§ **Exercise prompt**: State how many lines in the records below contain the string "setLineDash", and give nothing besides that number.

Records shown START

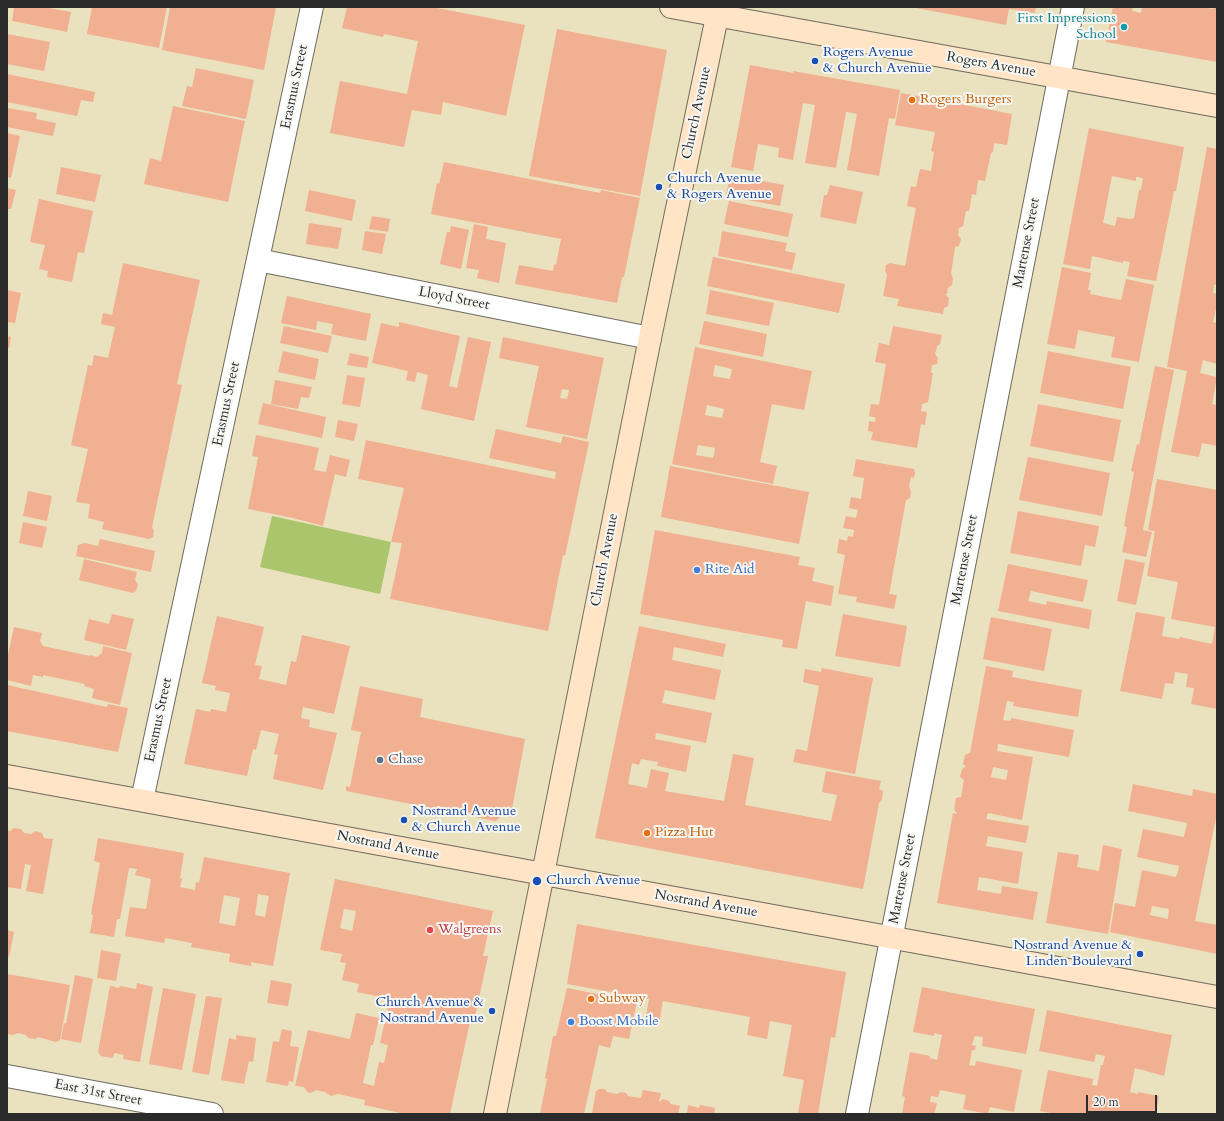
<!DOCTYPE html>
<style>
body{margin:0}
#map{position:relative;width:1224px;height:1121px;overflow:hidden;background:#eae1bf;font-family:Cardo,serif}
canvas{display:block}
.frame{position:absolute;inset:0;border:8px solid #2b2b2b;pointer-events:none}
.scale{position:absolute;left:1086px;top:1095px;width:71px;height:18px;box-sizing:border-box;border:2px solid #2b2b2b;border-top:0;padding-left:5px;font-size:12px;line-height:14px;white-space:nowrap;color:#2b2b2b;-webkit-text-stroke:3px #f6f6f2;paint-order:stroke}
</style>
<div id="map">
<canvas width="1224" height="1121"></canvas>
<div class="frame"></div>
<div class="scale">20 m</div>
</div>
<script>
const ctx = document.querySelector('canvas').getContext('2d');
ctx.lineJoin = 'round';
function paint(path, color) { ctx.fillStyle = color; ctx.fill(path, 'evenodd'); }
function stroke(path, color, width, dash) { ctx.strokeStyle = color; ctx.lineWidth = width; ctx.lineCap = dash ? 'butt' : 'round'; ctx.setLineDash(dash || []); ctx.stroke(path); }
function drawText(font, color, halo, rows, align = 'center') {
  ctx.font = font + ' Cardo,serif'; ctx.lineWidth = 4; ctx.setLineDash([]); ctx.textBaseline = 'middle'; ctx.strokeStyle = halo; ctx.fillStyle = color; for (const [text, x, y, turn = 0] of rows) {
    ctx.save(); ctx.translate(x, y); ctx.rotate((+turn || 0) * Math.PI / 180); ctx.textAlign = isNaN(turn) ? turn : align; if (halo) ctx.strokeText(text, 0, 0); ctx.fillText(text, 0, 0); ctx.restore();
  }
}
paint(new Path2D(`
 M 272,516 L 391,542 L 380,594 L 260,567 Z`), '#aac56b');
paint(new Path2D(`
 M 14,7 L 44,7 L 71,12 L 67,32 L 12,21 Z
 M 92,7 L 167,7 L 159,48 L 87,34 Z
 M 170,7 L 276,7 L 264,70 L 162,50 Z
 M 347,7 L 432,7 L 525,25 L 506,116 L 443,102 L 441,115 L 412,110 L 404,147 L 330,133 L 340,81 L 407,94 L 418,41 L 384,34 L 383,37 L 342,28 Z
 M 911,7 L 1036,7 L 1035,13 L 1009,9 L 1006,25 Z
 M 1113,7 L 1133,7 L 1132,11 L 1141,13 L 1142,7 L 1202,7 L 1213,9 L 1214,7 L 1217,7 L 1217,62 L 1106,42 Z
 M 557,29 L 667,50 L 640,196 L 529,176 Z
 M 7,34 L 50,42 L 44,71 L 7,64 Z
 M 750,65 L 793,73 L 793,71 L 900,90 L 895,119 L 889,118 L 879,176 L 847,170 L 857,114 L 853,113 L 846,112 L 836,168 L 805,163 L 815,105 L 803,103 L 793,160 L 778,157 L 779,148 L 758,144 L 753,171 L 731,167 Z
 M 196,68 L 254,80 L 246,119 L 182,106 L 187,86 L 192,87 Z
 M 7,74 L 95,92 L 93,102 L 81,100 L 77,116 L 7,102 Z
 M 901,93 L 1012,114 L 1007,145 L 994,143 L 993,152 L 991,153 L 985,181 L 978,180 L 976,195 L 972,194 L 969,211 L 966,211 L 963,226 L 959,228 L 958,235 L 961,239 L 959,246 L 955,247 L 951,274 L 953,278 L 952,285 L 948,288 L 947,294 L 945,294 L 949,298 L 948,306 L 944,308 L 943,314 L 897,306 L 899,299 L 883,296 L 887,275 L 885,271 L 886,265 L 890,263 L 905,266 L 916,208 L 907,206 L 911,186 L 916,187 L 920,169 L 931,171 L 934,152 L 931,151 L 935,132 L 895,125 Z
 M 173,106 L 245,121 L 228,202 L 144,184 L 150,158 L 161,161 Z
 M 7,108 L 37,113 L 36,119 L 56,123 L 53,136 L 7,127 Z
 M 1089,128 L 1184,147 L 1176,191 L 1174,191 L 1156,281 L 1127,276 L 1130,262 L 1123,261 L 1123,263 L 1092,256 L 1090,269 L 1063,264 ZM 1112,176 L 1136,181 L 1136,177 L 1143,178 L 1141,190 L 1139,190 L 1134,218 L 1130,219 L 1117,217 L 1115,226 L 1103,223 Z
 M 7,133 L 20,136 L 11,178 L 7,177 Z
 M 1207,147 L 1217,149 L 1217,284 L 1214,285 L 1213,293 L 1217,294 L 1217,304 L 1213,322 L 1217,323 L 1217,364 L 1203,360 L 1200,373 L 1217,377 L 1212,404 L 1217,405 L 1217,446 L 1202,443 L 1199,457 L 1171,452 L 1187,371 L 1167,367 Z
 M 444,162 L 600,193 L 601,190 L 640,198 L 624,277 L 622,277 L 617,303 L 515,284 L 519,265 L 553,271 L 554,264 L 556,265 L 561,239 L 431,214 L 437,183 L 439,184 Z
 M 61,167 L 101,175 L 95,202 L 56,194 Z
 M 730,175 L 784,185 L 780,206 L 726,196 Z
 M 830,185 L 863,192 L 856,224 L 820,217 L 824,195 L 827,195 Z
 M 7,188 L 16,190 L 11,209 L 7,209 Z
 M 309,190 L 356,200 L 352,221 L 305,211 Z
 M 39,199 L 93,211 L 84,253 L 78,252 L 72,282 L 47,277 L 48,271 L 39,269 L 45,245 L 30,242 Z
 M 729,201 L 793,214 L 788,237 L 724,224 Z
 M 372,216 L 390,219 L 388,232 L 369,229 Z
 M 309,223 L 342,228 L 338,249 L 306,244 Z
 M 474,224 L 488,227 L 486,239 L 506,243 L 499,283 L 477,278 L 479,270 L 466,268 Z
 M 451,226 L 469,230 L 461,269 L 440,264 L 447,232 L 450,232 Z
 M 365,231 L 386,234 L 382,254 L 362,250 Z
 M 722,231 L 787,243 L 785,251 L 796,253 L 792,270 L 718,256 Z
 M 713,257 L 845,284 L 839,313 L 707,286 Z
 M 123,263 L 200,280 L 177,384 L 182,385 L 152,527 L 154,531 L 153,537 L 149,539 L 102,529 L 104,522 L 88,518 L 90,504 L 76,502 L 88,449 L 71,445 L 88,365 L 92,366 L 94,355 L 108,358 L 115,327 L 101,324 L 103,313 L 112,315 Z
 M 1062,267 L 1091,273 L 1088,290 L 1091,290 L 1090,294 L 1121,300 L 1126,279 L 1154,285 L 1139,362 L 1111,357 L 1115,337 L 1078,330 L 1075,349 L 1047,344 Z
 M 7,290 L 21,293 L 15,323 L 7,322 Z
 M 710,290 L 774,303 L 769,326 L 706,314 Z
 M 287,296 L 371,314 L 366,341 L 331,334 L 333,324 L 317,321 L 316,330 L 281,323 Z
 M 704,321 L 767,334 L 763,357 L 699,344 Z
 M 399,322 L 460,336 L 449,386 L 457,388 L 468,337 L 491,342 L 474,421 L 421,409 L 428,375 L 417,372 L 415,382 L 406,380 L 408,371 L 372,363 L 381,323 L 399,327 Z
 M 284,326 L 332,336 L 328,353 L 280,343 Z
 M 893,326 L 942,335 L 940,344 L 937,346 L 935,354 L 938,358 L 937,364 L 932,365 L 931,373 L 933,373 L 928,402 L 922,404 L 921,411 L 927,412 L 925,425 L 921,424 L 917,448 L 871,440 L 873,432 L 868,431 L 869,421 L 875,422 L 876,418 L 869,416 L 871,404 L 879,405 L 886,364 L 875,362 L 879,343 L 889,345 Z
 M 7,336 L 11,337 L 9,348 L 7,347 Z
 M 503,337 L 604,358 L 587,439 L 526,427 L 539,366 L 499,358 ZM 562,389 L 569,390 L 567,399 L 560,398 Z
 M 695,347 L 812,371 L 804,410 L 772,404 L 760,462 L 777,466 L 773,484 L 672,464 ZM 715,365 L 732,369 L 730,379 L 713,376 ZM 707,405 L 724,409 L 722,418 L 705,415 ZM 698,445 L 715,448 L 713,458 L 696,455 Z
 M 283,351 L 319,359 L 315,380 L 278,372 Z
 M 1048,351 L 1131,367 L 1123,409 L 1040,393 Z
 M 350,353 L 369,357 L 367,368 L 347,365 Z
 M 1155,366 L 1174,370 L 1143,530 L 1152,532 L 1146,557 L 1122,552 L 1127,527 L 1124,526 L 1134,472 L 1131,471 L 1137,444 L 1139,445 Z
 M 347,375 L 365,378 L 360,407 L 342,404 Z
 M 275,380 L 312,387 L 309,398 L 301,397 L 298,409 L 271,404 Z
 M 263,403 L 326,417 L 322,438 L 258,424 Z
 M 1038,404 L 1121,420 L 1113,462 L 1030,446 Z
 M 338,420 L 358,424 L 354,441 L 335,437 Z
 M 496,429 L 561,443 L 563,436 L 589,442 L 565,556 L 563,555 L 548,631 L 390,599 L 402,543 L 391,542 L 404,488 L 358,479 L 366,440 L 555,479 L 556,472 L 489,458 Z
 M 256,435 L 319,448 L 314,470 L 326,472 L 330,455 L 350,460 L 346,477 L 335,474 L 323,526 L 293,518 L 248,509 L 258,457 L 252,456 Z
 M 1028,457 L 1110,473 L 1102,516 L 1019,500 Z
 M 856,459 L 914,469 L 915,473 L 914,478 L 911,477 L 909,486 L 911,492 L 910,498 L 906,500 L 891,584 L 889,594 L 897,595 L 894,609 L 856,602 L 857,597 L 838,594 L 845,555 L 837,553 L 839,539 L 847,541 L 848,536 L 853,537 L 854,530 L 843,528 L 846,516 L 856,518 L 858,510 L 849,508 L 851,497 L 861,499 L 864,478 L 853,476 Z
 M 670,466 L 809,492 L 799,544 L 661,517 Z
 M 1157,479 L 1217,490 L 1217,709 L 1191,704 L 1194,688 L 1186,687 L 1188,674 L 1175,672 L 1173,684 L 1165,683 L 1162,699 L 1120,691 L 1136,612 L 1165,617 L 1162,636 L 1179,639 L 1180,637 L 1212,644 L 1215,627 L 1171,619 L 1178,582 L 1147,576 L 1155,531 L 1148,530 Z
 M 28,491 L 52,496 L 47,521 L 23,516 Z
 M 1018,511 L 1099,526 L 1095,547 L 1085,545 L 1081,566 L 1010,553 Z
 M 23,522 L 47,527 L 42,548 L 19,543 Z
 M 655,530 L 800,557 L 798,565 L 815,568 L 812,581 L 834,586 L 831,606 L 806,601 L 797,649 L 782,647 L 783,640 L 640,614 Z
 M 100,539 L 155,551 L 151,572 L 76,556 L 78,545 L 85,543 L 98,546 Z
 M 84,559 L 137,572 L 135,580 L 138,584 L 136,591 L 133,593 L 79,580 Z
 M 1125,559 L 1145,563 L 1136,605 L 1117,601 Z
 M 1008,564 L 1088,580 L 1083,602 L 1031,591 L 1028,601 L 1046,605 L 1047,601 L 1092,610 L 1089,629 L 998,611 Z
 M 112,614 L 134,619 L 126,650 L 84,640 L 89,619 L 109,624 Z
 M 843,614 L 907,626 L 900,667 L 835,656 Z
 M 217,616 L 264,627 L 255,665 L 262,666 L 259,679 L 286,685 L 291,661 L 296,662 L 302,635 L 350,646 L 334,714 L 303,707 L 301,718 L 310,720 L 309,727 L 337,733 L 323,790 L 273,779 L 278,755 L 274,754 L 279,734 L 261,730 L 256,750 L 253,749 L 247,776 L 184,764 L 196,709 L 210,712 L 211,709 L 226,712 L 230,693 L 215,690 L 216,686 L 202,683 Z
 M 991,617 L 1052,629 L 1044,671 L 983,659 Z
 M 639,626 L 726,644 L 723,657 L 674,647 L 672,660 L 721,670 L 715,700 L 665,690 L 662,703 L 712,713 L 706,743 L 656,733 L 655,739 L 691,746 L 686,772 L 657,766 L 658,762 L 641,759 L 639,765 L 632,763 L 628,784 L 647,788 L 651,769 L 669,773 L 665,791 L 724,801 L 733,754 L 754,758 L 745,805 L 831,821 L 837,795 L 822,792 L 826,771 L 881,781 L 879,789 L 883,791 L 882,799 L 879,803 L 863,889 L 595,838 Z
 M 14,627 L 42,633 L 40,641 L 43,646 L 90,656 L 90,655 L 97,657 L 102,653 L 103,646 L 132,653 L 120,705 L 92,698 L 94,689 L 84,686 L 85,684 L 43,675 L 43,677 L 33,675 L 31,686 L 7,680 L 7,659 Z
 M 986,666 L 1013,671 L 1012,677 L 1082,690 L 1078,717 L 1013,706 L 1014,702 L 1007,701 L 1003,720 L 1011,721 L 1011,718 L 1074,730 L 1069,757 L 998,744 L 997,751 L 1033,757 L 1022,820 L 988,813 L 986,819 L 1029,826 L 1026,843 L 988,836 L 986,846 L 1023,852 L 1018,884 L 979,877 L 977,890 L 1001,894 L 1002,886 L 1038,892 L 1033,920 L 937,903 L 953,813 L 957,814 L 954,809 L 956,798 L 961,797 L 964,780 L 960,777 L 962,769 L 966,766 L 963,764 L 965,755 L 970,753 ZM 993,767 L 1008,770 L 1006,780 L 991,777 Z
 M 822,668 L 873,678 L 855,774 L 793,762 L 796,749 L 807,751 L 819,686 L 803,682 L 805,669 L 821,672 Z
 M 7,685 L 107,707 L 108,704 L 128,708 L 118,752 L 7,731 Z
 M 360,686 L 423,699 L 420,717 L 525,739 L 512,809 L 495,821 L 346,791 L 346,786 L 350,787 L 361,732 L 351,730 Z
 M 1133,784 L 1192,796 L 1193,789 L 1217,794 L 1217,813 L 1195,921 L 1217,925 L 1217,954 L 1110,932 L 1115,903 L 1135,907 L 1142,870 L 1176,877 L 1178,871 L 1179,866 L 1137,857 L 1143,829 L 1184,837 L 1187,823 L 1128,811 ZM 1152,906 L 1169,909 L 1168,919 L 1150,915 Z
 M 14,828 L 21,829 L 24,833 L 31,834 L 35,831 L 42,833 L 44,838 L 53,839 L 43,894 L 26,891 L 31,865 L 25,864 L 21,889 L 7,887 L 7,830 L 10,831 Z
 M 98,838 L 184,853 L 180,878 L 182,879 L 180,887 L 195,890 L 196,882 L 199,883 L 204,857 L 290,873 L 273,966 L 251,962 L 251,966 L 229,962 L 230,954 L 191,947 L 192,943 L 165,938 L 164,943 L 125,936 L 130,907 L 146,909 L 151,879 L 135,875 L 137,869 L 129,868 L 120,919 L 117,919 L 114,937 L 90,933 L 93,915 L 91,914 L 100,863 L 94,861 ZM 258,894 L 269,896 L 265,917 L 255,915 ZM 224,895 L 240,898 L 235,926 L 219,923 Z
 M 1103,845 L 1122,849 L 1108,934 L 1046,923 L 1058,852 L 1079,855 L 1077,867 L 1099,871 Z
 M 335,879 L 493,911 L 483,956 L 488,956 L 475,1017 L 471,1017 L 450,1114 L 405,1114 L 364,1105 L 365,1100 L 338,1094 L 331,1096 L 325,1092 L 316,1090 L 313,1092 L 309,1093 L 306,1090 L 304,1087 L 295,1086 L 308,1030 L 350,1039 L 356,1013 L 379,1018 L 373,1045 L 371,1045 L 363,1083 L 374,1086 L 379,1062 L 384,1063 L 388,1045 L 380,1043 L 390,999 L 357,992 L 359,984 L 342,980 L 346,963 L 340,962 L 342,954 L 320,950 ZM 344,909 L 356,911 L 352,931 L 340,928 Z
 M 577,924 L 846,972 L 835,1038 L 831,1037 L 818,1114 L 798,1113 L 804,1080 L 783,1076 L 792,1025 L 770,1021 L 767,1039 L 747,1035 L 750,1017 L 663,1001 L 659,1024 L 645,1021 L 649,999 L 567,984 Z
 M 7,930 L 14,932 L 9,957 L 7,956 Z
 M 101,950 L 121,954 L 116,981 L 97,978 Z
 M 7,974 L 70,985 L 60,1040 L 56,1042 L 38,1037 L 35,1039 L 28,1038 L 26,1035 L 18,1033 L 13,1035 L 7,1034 Z
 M 75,975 L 93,979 L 81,1043 L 61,1039 L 64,1023 L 66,1024 Z
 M 271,980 L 292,984 L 288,1006 L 267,1003 Z
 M 137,983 L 153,987 L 140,1062 L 123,1059 L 124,1055 L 115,1053 L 112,1058 L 101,1056 L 98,1052 L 110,986 L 119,988 L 120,986 L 136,989 Z
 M 922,987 L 1035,1009 L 1026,1054 L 982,1046 L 983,1037 L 975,1036 L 972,1045 L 976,1046 L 975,1050 L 972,1050 L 969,1065 L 975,1066 L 976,1061 L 1022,1070 L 1014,1112 L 990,1107 L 988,1114 L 963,1109 L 966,1095 L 940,1090 L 938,1097 L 931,1096 L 930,1102 L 937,1103 L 934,1114 L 902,1114 L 905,1097 L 902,1096 L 910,1052 L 930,1056 L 930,1058 L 937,1060 L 942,1035 L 934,1033 L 934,1036 L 913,1032 Z
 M 163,988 L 196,994 L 182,1070 L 149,1064 Z
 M 567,988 L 637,1002 L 629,1039 L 613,1036 L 610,1048 L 599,1045 L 584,1114 L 540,1114 L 547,1079 L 545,1078 L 553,1036 L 556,1036 Z
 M 206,996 L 222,998 L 209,1075 L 192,1072 Z
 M 1047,1010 L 1172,1035 L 1164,1076 L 1135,1068 L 1130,1092 L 1138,1094 L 1138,1092 L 1159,1096 L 1156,1114 L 1056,1114 L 1040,1111 L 1048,1070 L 1093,1079 L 1092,1085 L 1097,1086 L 1101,1065 L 1103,1065 L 1105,1056 L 1096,1054 L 1094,1062 L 1039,1051 Z
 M 282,1029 L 292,1031 L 290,1046 L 299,1047 L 293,1082 L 289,1081 L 288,1086 L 266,1082 L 273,1041 L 279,1042 Z
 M 236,1035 L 256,1038 L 253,1062 L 249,1061 L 244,1084 L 221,1080 L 229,1038 L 236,1040 Z
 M 599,1089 L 605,1089 L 607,1092 L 617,1094 L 621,1092 L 626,1093 L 628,1096 L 641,1098 L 643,1090 L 661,1093 L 659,1102 L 663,1099 L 669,1101 L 671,1104 L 680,1106 L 678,1114 L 592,1114 L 596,1091 Z
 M 688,1105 L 699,1108 L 700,1105 L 715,1108 L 714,1114 L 687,1114 Z`), '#f0b091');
const street = new Path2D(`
 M 258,260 L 650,338
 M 142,800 L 312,7
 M 7,1076 L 212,1114
 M 857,1114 L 1073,7`);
const secondary = new Path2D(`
 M 671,7 L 1217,106
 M 7,776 L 1217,997
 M 495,1114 L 650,338 L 719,7`);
stroke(street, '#6e6b5f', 24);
stroke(secondary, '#6e6b5f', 24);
stroke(street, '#fff', 22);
stroke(secondary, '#ffe4c6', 22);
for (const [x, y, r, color] of [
 [1124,27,4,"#0f9aa8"],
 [815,61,4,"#1a4fb4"],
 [912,100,4,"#e8710a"],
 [659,187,4,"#1a4fb4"],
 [697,570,4,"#3f7fe0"],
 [380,760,4,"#5c6f8a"],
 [404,820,4,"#1a4fb4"],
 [647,833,4,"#e8710a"],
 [537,881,5,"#1a4fb4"],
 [430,930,4,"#e0444e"],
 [1140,954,4,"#1a4fb4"],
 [591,999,4,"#e8710a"],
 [492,1011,4,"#1a4fb4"],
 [571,1022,4,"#3f7fe0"]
]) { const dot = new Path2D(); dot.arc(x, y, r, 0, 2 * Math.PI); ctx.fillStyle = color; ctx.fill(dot); stroke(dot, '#f6f6f2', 1.5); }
drawText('14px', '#0d838f', '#f6f6f2', [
 ["First Impressions",1116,19],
 ["School",1116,35]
], 'right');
drawText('14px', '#164399', '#f6f6f2', [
 ["Rogers Avenue",823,53],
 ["& Church Avenue",823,69],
 ["Church Avenue",667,179],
 ["& Rogers Avenue",667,195],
 ["Nostrand Avenue",412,812],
 ["& Church Avenue",412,828],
 ["Church Avenue",546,881],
 ["Nostrand Avenue &",1132,946,"right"],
 ["Linden Boulevard",1132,962,"right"],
 ["Church Avenue &",484,1003,"right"],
 ["Nostrand Avenue",484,1019,"right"]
], 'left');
drawText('14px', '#2b2b2b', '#f6f6f2', [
 ["Rogers Avenue",991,65,10],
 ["Erasmus Street",295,87,-78],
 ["Church Avenue",697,113,-78],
 ["Martense Street",1027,243,-79],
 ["Lloyd Street",454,299,11],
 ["Erasmus Street",227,404,-78],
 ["Church Avenue",605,560,-79],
 ["Martense Street",965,560,-79],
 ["Erasmus Street",159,720,-78],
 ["Nostrand Avenue",388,846,11],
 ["Martense Street",903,879,-79],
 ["Nostrand Avenue",706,904,10],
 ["East 31st Street",98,1093,11]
]);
drawText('14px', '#c56008', '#f6f6f2', [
 ["Rogers Burgers",920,100],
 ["Pizza Hut",655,833],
 ["Subway",599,999]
], 'left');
drawText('14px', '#366cbe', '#f6f6f2', [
 ["Rite Aid",705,570],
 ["Boost Mobile",579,1022]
], 'left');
drawText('14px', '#4e5e75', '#f6f6f2', [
 ["Chase",388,760]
], 'left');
drawText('14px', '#be3a42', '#f6f6f2', [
 ["Walgreens",438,930]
], 'left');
</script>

Records shown END

§ **Exercise output**: 2